EXERCISE OBJECTIVE:
Pull each line containing "Auteuil" out of the data and copy it.
[DATA FOR THIS TASK — start]
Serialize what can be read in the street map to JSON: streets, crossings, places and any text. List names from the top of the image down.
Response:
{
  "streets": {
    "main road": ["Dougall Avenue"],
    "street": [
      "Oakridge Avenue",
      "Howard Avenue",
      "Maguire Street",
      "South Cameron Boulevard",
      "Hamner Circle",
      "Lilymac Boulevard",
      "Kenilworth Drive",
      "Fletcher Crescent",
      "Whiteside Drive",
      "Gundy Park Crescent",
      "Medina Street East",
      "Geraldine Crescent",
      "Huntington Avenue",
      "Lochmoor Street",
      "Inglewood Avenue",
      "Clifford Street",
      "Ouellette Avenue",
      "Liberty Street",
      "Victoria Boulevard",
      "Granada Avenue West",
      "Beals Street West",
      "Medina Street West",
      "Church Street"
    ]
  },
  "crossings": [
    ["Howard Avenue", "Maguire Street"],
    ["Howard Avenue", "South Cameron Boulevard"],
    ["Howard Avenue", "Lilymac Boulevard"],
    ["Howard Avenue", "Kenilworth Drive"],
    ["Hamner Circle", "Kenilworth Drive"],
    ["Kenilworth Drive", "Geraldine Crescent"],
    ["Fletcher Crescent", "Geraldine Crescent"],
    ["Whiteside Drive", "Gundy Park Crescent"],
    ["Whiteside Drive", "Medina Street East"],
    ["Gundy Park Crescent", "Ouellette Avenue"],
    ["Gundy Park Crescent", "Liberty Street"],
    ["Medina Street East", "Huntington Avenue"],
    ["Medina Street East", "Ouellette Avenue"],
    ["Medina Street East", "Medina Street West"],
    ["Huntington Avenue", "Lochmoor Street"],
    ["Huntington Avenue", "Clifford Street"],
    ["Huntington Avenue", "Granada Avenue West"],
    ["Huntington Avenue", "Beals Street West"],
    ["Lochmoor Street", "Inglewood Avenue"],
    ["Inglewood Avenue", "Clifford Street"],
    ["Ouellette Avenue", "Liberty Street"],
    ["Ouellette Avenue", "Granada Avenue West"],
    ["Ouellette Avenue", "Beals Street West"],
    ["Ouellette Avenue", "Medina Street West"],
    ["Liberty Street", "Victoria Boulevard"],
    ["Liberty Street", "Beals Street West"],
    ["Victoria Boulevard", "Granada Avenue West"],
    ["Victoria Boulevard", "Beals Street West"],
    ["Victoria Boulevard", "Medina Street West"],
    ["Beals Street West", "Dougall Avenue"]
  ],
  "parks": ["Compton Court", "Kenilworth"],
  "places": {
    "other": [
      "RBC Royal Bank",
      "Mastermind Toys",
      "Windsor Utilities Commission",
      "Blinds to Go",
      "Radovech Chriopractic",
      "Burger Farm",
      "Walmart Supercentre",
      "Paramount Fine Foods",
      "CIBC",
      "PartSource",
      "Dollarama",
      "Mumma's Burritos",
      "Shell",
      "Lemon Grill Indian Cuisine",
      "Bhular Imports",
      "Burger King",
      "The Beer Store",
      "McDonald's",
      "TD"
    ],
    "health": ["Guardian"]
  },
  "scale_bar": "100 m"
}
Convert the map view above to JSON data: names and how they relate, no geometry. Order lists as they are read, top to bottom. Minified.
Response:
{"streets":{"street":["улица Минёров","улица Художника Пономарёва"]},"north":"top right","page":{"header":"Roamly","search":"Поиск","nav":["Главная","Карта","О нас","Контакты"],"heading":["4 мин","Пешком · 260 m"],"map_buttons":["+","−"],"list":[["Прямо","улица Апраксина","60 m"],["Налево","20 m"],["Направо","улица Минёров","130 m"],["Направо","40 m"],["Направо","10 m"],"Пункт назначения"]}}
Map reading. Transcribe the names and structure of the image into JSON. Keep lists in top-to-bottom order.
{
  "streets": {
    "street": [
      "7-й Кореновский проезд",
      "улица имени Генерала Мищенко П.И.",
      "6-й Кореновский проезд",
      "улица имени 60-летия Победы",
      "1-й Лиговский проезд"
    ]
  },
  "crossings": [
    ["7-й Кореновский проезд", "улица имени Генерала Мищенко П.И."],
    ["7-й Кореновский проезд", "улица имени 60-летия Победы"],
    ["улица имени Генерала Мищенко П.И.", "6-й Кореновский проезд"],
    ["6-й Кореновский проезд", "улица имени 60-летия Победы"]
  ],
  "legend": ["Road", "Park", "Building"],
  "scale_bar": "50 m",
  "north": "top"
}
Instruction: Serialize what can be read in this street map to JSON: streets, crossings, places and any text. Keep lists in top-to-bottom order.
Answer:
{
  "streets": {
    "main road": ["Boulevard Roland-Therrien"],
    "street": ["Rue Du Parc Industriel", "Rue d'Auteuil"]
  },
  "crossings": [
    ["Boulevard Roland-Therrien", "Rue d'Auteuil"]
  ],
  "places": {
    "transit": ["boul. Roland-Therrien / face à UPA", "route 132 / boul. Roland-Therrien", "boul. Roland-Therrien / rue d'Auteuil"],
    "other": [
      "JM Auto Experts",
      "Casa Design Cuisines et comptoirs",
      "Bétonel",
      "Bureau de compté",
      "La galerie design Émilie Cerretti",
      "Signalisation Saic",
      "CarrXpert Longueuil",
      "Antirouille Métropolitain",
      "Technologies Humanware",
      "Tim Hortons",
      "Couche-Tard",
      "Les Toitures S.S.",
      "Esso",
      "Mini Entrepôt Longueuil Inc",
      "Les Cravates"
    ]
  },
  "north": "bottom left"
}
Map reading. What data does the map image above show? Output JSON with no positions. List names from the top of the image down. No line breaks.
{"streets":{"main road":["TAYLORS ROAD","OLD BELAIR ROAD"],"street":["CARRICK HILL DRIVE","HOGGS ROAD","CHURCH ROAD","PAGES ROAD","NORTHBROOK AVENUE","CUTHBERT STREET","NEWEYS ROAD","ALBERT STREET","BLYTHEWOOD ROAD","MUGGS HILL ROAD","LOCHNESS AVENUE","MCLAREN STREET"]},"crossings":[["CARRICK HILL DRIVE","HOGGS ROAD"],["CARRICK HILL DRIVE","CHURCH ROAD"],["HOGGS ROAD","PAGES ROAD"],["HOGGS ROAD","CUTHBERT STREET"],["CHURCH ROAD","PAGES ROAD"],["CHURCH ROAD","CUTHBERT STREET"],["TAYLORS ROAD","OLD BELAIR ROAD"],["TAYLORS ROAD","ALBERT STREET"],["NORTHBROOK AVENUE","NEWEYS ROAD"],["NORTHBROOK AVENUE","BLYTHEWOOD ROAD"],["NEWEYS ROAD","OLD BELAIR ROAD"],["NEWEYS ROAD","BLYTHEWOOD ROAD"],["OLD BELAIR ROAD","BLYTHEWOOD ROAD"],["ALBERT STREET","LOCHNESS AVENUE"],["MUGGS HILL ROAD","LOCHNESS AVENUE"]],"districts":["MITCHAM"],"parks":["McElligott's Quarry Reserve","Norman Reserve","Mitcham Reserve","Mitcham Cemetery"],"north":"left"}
[DATA FOR THIS TASK — finish]
SOLVED PROBLEM:
    "street": ["Rue Du Parc Industriel", "Rue d'Auteuil"]
    ["Boulevard Roland-Therrien", "Rue d'Auteuil"]
    "transit": ["boul. Roland-Therrien / face à UPA", "route 132 / boul. Roland-Therrien", "boul. Roland-Therrien / rue d'Auteuil"],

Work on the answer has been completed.